Nach einem koreanischen Paar ist am Sonntag ein dritter Überlebender aus dem vor der toskanischen Küste havarierten Kreuzfahrtschiff befreit worden. Es handele sich um ein Besatzungsmitglied, das auf dem dritten Deck der "Costa Concordia" eingeschlossen gewesen sei, berichtete die Nachrichtenagentur Ansa. Die Zahl der Vermissten hat sich damit auf 36 verringert, nachdem sich am Sonntag noch zwei japanische Passagiere bei der Botschaft in Rom gemeldet hatten. Unklar ist, wieviele Vermisste noch an Bord sein könnten oder aber im Chaos der Rettungsaktionen nicht registriert worden sind.

"Wir versuchen das schier Unmögliche, um zu der Person vorzudringen": Rettungstrupps haben im Innern der Costa Concordia ein italienisches Besatzungsmitglied ausfindig gemacht. (Foto: AFP)

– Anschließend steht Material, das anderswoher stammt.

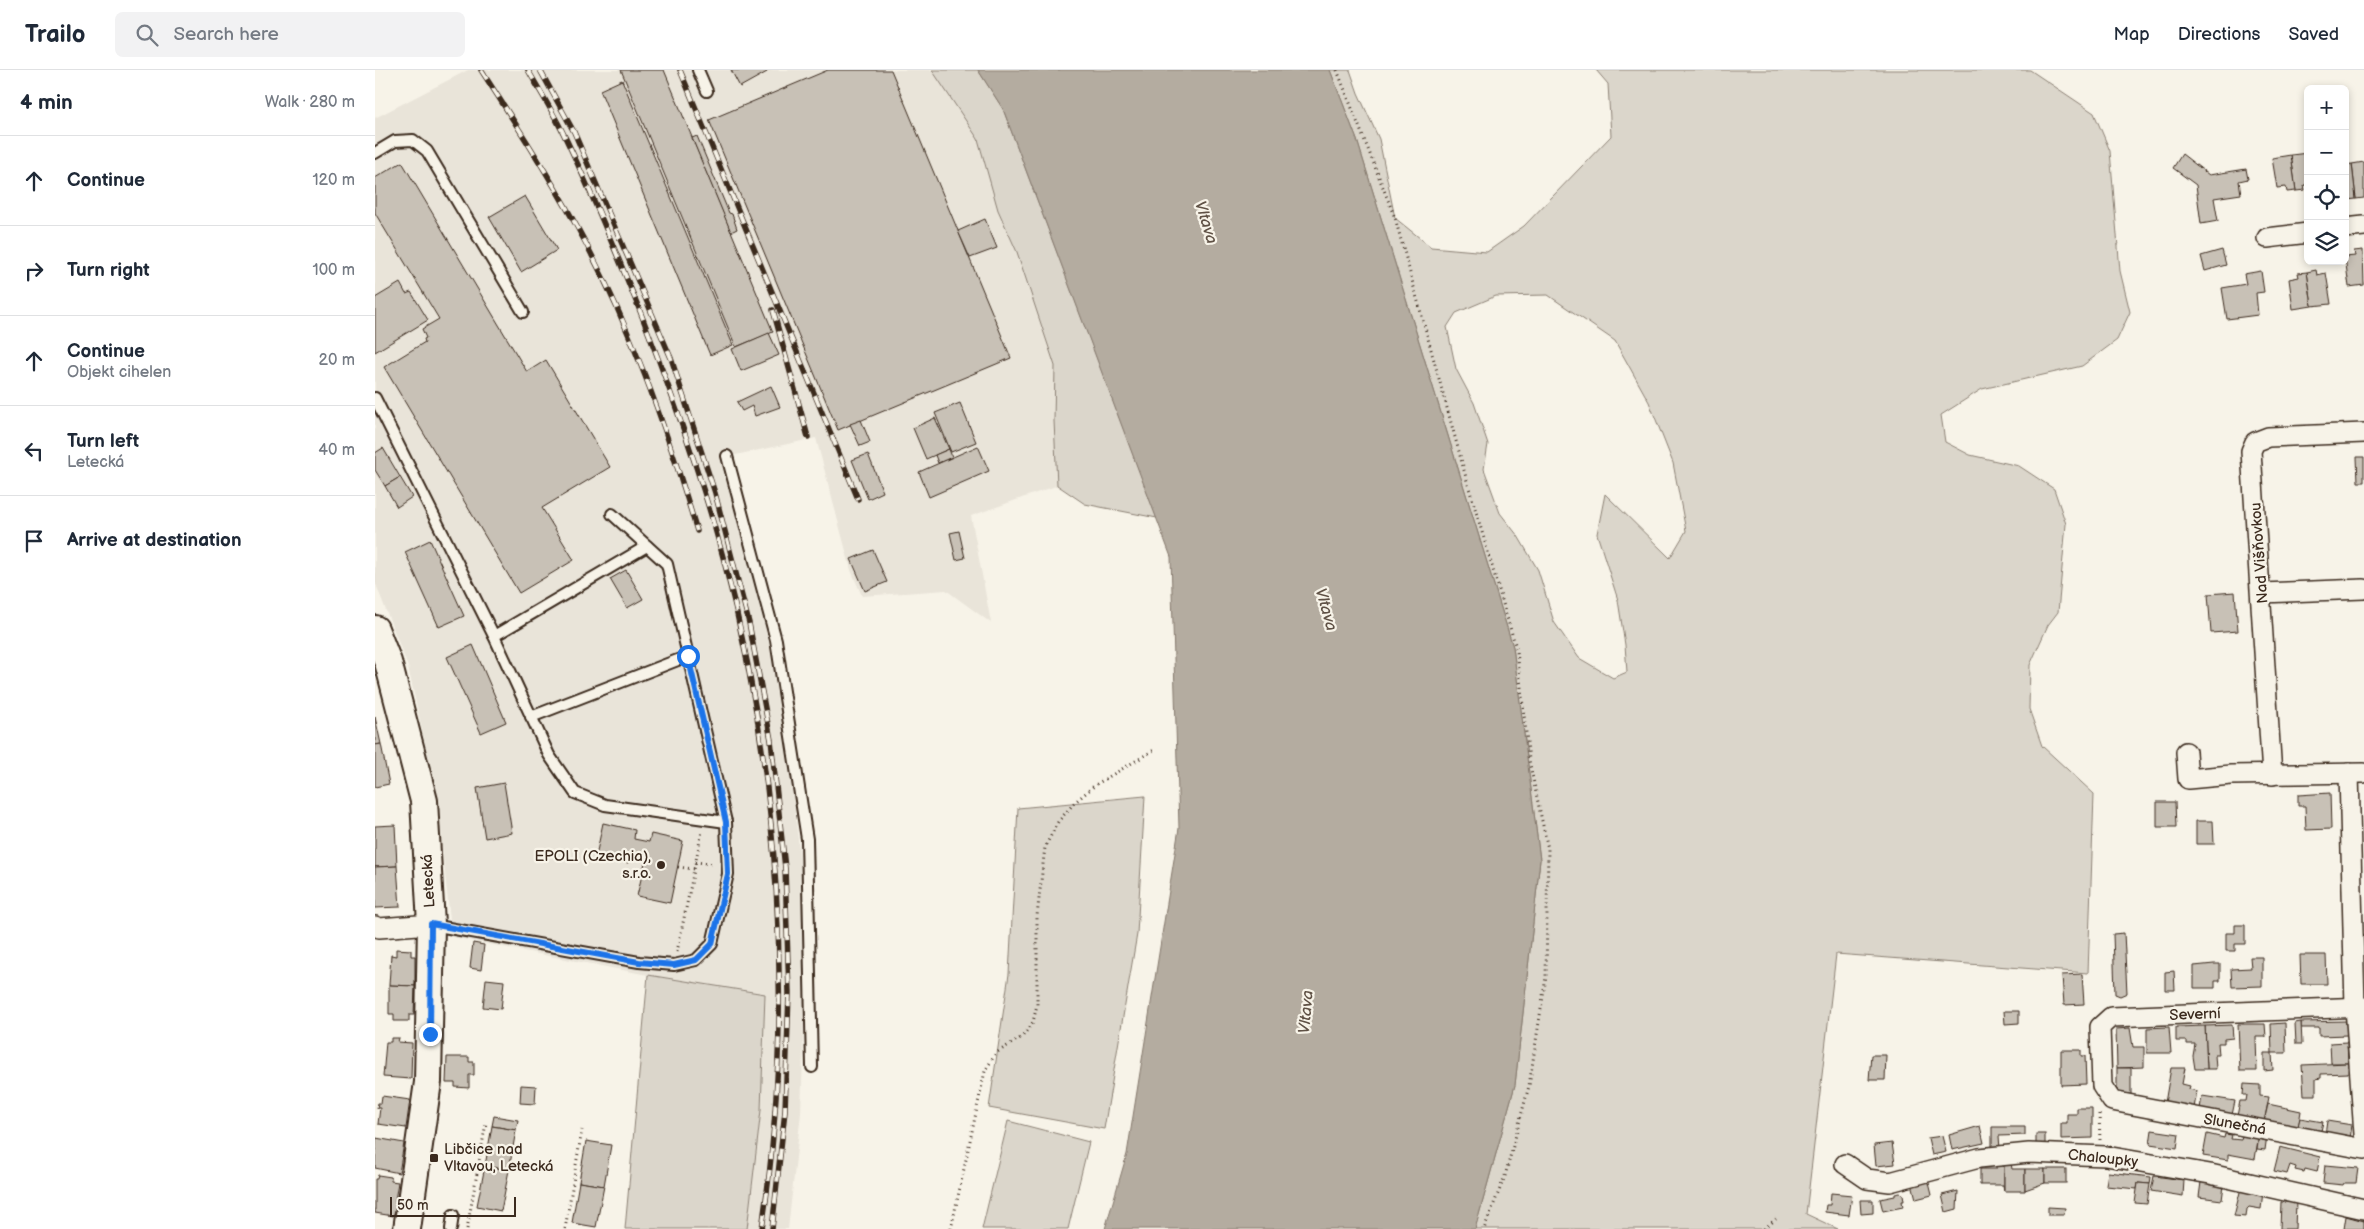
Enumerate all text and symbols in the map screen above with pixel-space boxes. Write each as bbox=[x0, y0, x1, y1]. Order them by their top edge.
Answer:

Nach Angaben des Corriere, der sich auf der Reederei Costa Crociere nahestehende Quellen beruft, sollen besonders die Besatzungsmitglieder aus Küchen und Wäschereien in Gefahr sein. Sie arbeiteten vorwiegend in dem Teil des Schiffes, das jetzt am tiefsten im Ozean versunken ist.

Zwei französische Touristen und ein peruanisches Besatzungsmitglied kamen bisher ums Leben. 60 Menschen wurden nach Angaben der Behörden verletzt. Auch etwa zehn deutsche Passagiere erlitten nach Angaben der Kreuzfahrtgesellschaft leichte Verletzungen.

Chaotische Evakuierung

Die italienische Küstenwache hat inzwischen die Blackbox des Schiffes gefunden und beschlagnahmt. Davon erhoffen sich die Ermittler Aufklärung über die Route des Kreuzfahrtschiffes. Verschmutzung durch Treibstoff aus dem Schiff gibt es nach Behördenangaben derzeit nicht. Gefahr könnte erst bei einer Änderung des Wetters bestehen, heißt es.

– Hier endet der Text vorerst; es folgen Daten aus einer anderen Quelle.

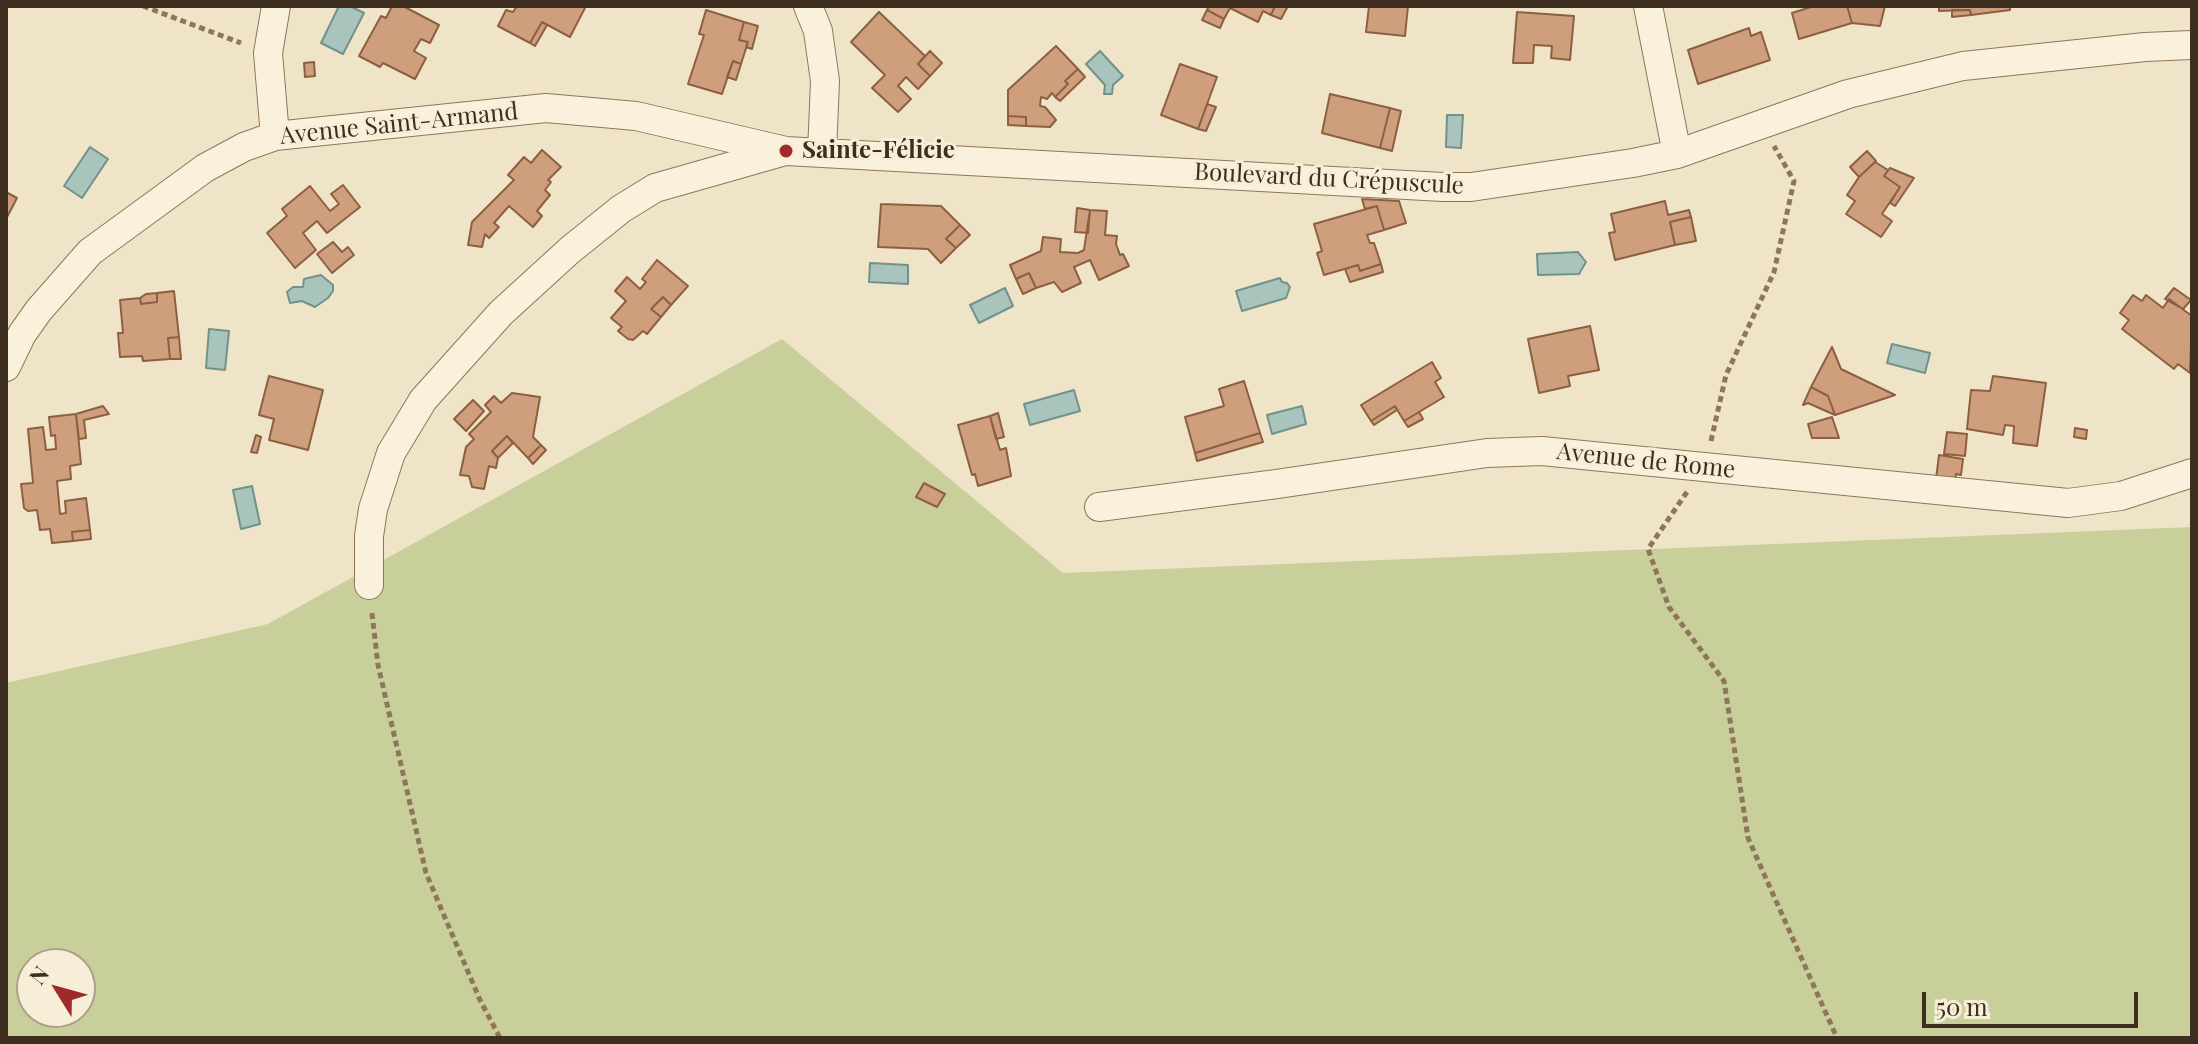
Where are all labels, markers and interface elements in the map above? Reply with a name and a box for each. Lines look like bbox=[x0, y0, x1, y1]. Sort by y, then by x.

Die Costa Concordia war am späten Freitagabend mit mehr als 4200 Menschen an Bord auf einen Felsen vor der Insel Giglio gelaufen. Nach starkem Wassereinbruch neigte sich das Schiff und kippte schließlich auf die Seite. Bei der Evakuierung spielten sich nach Angaben von Passagieren chaotische Szenen ab. Einige Passagiere sprangen italienischen Medien zufolge in Panik in das eiskalte Wasser.

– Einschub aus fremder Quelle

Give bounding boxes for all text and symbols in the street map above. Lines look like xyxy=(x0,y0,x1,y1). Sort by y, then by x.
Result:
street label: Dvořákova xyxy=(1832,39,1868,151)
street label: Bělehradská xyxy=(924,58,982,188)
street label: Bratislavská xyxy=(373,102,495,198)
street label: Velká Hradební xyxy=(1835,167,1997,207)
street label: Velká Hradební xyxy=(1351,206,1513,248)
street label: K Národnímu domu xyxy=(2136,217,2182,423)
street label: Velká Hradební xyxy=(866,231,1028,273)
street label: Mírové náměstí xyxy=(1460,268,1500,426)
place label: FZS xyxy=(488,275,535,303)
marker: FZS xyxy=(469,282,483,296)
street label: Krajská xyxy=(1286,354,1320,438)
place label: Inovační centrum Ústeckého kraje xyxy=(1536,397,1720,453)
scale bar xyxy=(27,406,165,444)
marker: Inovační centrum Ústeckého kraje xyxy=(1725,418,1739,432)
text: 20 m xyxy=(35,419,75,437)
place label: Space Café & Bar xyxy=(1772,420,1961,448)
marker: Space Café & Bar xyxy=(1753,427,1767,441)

Kreuzfahrtschiff havariert
:Die letzte Fahrt der "Costa Concordia"

Eine Traumreise endete jäh: Kurz nach der Abfahrt von der italienischen Insel Giglio schrammt die "Costa Concordia" über Felsengrund, die Schiffswand reißt auf, das Kreuzfahrtschiff bekommt Schlagseite, an Bord bricht Panik aus und mindestens sechs Menschen sterben. Die Bilder der Havarie.

Mehrere Passagieren klagten, die Besatzung habe für die Rettungsaktionen nicht richtig ausgebildet gewirkt. Die Evakuierung sei viel zu spät eingeleitet worden und chaotisch gewesen.

Rettungskräfte bringen die 29-jährige Südkoreanerin an Land. Zusammen mit ihrem gleichaltrigen Ehemann hatte sie die Havarie der Costa Concordia in einer Schiffskabine überlebt. (Foto: REUTERS)

Nach Angaben des Veranstalters Costa Kreuzfahrten sind an Bord der Costa Concordia wahrscheinlich keine Deutschen mehr. Zwischen 40 und 50 der 560 deutschen Passagiere seien vermutlich noch in Italien. Zu sechs von ihnen habe das Unternehmen keinen Kontakt. Die Rückreise organisiere Costa unter anderem zusammen mit dem Auswärtigen Amt. Genaue Angaben zu der Herkunft der Reisende werde das Unternehmen nicht veröffentlichen.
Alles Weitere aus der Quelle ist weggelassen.